▶ [EXERCISE PROMPT]
Could you write out the opening lines of the data, word for word, stopping after the line that contains "0 #37393f) drop-shadow(-1px"?

▶ [MATERIAL FOR THE TASK]

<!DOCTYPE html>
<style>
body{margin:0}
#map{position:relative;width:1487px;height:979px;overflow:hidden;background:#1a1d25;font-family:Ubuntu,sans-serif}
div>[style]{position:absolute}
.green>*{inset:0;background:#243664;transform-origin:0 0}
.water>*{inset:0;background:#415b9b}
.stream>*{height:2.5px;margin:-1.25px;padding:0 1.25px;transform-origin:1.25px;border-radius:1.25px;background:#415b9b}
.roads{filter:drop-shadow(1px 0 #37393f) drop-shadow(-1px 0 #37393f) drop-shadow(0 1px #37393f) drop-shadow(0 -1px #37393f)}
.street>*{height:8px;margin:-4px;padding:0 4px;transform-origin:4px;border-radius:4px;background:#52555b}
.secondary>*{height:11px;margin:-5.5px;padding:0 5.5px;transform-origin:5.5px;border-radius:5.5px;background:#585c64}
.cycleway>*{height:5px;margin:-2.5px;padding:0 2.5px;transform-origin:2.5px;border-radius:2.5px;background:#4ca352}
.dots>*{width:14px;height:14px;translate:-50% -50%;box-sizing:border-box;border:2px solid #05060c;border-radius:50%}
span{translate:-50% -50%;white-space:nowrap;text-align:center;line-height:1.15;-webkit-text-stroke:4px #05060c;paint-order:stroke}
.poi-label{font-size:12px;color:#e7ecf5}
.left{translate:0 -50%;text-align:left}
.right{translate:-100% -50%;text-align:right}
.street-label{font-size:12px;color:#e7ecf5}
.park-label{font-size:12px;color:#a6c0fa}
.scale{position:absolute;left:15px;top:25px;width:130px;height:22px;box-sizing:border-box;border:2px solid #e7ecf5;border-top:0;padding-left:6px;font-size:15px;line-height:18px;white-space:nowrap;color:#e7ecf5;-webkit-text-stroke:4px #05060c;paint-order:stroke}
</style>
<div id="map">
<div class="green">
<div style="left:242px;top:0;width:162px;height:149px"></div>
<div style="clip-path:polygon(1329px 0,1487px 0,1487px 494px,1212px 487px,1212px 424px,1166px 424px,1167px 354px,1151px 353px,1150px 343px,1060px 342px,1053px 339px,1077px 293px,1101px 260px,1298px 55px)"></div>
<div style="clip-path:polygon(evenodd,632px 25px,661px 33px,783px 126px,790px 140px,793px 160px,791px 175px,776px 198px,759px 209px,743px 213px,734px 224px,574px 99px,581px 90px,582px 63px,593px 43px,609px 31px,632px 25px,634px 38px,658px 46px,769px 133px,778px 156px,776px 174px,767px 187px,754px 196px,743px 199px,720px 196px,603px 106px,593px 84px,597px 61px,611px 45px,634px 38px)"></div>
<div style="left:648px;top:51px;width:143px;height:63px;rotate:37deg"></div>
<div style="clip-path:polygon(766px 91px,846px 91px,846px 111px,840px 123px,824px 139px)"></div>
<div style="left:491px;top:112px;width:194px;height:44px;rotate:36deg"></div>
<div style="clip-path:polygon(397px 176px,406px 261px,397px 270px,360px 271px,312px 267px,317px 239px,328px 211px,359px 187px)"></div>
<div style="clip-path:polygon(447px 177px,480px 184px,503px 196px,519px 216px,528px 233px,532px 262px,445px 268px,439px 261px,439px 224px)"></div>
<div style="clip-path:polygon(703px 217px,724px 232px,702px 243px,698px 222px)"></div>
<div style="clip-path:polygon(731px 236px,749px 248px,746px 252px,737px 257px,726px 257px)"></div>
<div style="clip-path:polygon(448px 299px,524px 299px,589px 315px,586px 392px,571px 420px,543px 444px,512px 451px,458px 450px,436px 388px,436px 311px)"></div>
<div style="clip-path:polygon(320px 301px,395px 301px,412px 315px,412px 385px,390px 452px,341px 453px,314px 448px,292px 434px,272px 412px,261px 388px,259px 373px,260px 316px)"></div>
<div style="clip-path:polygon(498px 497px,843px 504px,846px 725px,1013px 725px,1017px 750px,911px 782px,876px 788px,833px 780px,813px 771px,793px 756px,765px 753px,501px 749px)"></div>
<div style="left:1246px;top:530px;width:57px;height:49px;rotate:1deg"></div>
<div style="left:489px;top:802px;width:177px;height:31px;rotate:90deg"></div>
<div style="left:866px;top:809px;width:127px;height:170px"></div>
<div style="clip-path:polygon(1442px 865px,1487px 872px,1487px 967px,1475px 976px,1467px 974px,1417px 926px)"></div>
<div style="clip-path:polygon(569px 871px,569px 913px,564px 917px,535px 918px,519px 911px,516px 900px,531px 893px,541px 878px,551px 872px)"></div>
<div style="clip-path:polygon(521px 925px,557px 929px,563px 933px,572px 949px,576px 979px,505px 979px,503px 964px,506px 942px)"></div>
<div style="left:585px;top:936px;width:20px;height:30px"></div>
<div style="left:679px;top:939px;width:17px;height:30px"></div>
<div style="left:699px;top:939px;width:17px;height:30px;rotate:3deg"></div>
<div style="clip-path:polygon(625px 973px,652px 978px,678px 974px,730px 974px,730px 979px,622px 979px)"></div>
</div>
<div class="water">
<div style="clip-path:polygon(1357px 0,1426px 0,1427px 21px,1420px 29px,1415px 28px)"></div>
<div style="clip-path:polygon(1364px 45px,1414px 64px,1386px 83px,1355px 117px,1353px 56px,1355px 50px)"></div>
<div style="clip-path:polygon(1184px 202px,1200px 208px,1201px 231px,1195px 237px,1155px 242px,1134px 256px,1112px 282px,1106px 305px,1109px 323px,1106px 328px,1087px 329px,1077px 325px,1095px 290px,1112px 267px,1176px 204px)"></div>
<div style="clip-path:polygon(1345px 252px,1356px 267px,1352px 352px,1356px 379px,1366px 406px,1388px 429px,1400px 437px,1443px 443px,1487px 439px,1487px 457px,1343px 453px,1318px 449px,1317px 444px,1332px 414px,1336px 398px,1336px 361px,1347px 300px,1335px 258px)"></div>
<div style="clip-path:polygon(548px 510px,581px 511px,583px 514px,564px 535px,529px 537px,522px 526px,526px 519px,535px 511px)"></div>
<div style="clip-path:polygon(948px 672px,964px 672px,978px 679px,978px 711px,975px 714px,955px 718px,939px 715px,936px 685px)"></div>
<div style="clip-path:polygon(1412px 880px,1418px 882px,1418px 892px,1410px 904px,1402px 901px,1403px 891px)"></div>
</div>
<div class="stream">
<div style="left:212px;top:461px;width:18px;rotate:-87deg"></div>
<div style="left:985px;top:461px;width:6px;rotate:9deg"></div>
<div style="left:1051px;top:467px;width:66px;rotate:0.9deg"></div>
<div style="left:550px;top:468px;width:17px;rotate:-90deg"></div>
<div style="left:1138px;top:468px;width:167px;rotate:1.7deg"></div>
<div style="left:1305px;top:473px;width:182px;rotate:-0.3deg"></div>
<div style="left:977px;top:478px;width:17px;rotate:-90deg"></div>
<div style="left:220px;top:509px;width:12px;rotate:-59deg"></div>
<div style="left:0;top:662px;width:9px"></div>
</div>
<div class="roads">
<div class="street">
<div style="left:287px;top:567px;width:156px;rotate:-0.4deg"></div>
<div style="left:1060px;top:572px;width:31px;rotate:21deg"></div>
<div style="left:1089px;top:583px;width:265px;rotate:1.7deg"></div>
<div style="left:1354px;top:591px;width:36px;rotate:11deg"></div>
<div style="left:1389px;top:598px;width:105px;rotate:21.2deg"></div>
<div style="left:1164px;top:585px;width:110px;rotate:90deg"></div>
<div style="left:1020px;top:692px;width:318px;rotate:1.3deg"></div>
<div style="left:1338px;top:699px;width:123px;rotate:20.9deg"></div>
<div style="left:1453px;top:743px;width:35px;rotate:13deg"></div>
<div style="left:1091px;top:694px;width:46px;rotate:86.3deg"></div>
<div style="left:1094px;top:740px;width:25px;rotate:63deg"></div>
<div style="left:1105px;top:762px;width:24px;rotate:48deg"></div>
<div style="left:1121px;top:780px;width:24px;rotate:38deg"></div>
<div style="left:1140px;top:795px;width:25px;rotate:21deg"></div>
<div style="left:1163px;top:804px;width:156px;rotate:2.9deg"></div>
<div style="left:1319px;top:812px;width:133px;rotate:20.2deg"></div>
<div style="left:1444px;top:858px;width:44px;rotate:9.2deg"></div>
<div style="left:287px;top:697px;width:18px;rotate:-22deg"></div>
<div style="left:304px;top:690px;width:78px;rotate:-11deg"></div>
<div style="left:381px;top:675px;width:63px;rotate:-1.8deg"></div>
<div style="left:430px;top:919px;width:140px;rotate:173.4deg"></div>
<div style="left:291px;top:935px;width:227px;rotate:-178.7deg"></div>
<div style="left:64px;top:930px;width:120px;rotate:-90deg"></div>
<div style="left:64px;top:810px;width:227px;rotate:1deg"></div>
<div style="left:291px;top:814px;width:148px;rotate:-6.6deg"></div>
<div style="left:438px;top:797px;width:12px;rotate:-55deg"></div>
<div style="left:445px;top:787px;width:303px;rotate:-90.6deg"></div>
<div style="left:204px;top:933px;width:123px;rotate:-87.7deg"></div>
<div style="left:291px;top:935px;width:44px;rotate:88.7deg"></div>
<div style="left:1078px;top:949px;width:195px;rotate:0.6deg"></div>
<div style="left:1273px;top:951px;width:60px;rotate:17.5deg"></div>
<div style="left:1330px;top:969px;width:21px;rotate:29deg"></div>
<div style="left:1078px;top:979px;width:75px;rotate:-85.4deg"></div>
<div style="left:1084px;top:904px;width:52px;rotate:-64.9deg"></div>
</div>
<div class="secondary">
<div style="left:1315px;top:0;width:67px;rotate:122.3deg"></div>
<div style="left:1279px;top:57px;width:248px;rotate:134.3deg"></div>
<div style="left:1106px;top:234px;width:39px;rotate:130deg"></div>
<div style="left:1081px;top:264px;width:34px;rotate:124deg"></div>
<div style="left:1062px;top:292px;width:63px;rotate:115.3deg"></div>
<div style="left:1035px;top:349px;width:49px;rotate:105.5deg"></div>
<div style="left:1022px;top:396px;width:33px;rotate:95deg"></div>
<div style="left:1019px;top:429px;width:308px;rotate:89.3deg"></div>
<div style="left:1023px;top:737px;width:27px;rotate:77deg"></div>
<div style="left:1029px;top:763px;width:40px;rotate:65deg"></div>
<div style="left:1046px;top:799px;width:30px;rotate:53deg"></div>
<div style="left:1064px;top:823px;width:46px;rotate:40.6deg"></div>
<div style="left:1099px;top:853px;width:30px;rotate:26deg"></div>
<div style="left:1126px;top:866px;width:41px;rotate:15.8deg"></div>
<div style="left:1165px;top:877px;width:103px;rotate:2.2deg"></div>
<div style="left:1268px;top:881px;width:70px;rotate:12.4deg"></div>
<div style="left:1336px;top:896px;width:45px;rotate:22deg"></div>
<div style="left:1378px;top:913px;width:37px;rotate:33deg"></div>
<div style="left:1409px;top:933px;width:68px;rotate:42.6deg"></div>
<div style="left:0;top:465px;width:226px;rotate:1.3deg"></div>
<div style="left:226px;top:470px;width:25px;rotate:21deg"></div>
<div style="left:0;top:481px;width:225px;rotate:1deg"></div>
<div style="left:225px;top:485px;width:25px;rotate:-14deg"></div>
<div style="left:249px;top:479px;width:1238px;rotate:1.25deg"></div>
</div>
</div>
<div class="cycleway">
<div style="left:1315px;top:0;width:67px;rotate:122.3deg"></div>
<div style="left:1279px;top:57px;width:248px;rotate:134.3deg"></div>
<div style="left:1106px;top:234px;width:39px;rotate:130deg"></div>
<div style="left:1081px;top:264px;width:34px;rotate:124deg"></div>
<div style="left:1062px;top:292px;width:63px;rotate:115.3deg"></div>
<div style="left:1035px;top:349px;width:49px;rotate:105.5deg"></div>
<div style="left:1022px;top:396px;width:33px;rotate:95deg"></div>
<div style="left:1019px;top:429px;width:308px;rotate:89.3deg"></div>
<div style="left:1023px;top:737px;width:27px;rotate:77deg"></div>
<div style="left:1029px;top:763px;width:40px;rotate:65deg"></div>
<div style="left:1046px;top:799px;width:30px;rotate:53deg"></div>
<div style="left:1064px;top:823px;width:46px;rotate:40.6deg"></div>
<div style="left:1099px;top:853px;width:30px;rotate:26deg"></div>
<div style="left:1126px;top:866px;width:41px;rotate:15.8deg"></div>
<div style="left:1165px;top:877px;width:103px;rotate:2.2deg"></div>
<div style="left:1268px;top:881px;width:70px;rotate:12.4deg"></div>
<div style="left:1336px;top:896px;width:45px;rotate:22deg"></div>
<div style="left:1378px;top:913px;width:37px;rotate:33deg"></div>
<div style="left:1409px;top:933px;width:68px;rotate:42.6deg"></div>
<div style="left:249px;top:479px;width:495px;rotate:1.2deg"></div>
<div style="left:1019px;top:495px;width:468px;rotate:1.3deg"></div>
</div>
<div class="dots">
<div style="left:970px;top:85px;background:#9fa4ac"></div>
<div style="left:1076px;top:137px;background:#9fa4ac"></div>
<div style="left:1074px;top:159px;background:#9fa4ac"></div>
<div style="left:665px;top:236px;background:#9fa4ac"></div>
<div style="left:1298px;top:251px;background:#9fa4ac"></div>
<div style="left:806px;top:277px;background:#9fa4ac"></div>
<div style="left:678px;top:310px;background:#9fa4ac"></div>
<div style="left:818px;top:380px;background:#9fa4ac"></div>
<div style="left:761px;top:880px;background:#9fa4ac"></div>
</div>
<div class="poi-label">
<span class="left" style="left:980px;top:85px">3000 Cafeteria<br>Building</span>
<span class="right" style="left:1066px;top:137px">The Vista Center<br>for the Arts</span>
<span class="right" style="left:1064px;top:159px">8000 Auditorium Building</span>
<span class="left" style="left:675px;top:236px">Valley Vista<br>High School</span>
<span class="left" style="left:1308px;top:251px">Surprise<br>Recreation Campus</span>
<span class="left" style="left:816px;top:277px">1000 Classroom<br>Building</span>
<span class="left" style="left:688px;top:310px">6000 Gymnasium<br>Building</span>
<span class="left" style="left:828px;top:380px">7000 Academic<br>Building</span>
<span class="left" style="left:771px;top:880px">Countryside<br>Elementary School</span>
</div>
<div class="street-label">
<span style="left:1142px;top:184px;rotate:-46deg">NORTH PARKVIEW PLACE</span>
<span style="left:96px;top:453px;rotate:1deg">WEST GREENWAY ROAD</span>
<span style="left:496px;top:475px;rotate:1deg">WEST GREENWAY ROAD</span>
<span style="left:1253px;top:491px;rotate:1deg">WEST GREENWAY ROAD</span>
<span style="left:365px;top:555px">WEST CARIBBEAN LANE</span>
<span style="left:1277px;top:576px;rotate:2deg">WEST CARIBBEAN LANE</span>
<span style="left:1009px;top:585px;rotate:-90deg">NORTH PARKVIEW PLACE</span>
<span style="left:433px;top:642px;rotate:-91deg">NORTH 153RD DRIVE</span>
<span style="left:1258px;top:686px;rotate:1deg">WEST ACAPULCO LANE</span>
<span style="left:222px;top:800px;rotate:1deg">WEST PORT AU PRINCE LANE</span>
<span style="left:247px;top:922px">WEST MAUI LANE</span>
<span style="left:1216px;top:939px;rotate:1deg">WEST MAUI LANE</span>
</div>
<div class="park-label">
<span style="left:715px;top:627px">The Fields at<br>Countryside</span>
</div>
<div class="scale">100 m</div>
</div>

▶ [EXERCISE ANSWER]
<!DOCTYPE html>
<style>
body{margin:0}
#map{position:relative;width:1487px;height:979px;overflow:hidden;background:#1a1d25;font-family:Ubuntu,sans-serif}
div>[style]{position:absolute}
.green>*{inset:0;background:#243664;transform-origin:0 0}
.water>*{inset:0;background:#415b9b}
.stream>*{height:2.5px;margin:-1.25px;padding:0 1.25px;transform-origin:1.25px;border-radius:1.25px;background:#415b9b}
.roads{filter:drop-shadow(1px 0 #37393f) drop-shadow(-1px 0 #37393f) drop-shadow(0 1px #37393f) drop-shadow(0 -1px #37393f)}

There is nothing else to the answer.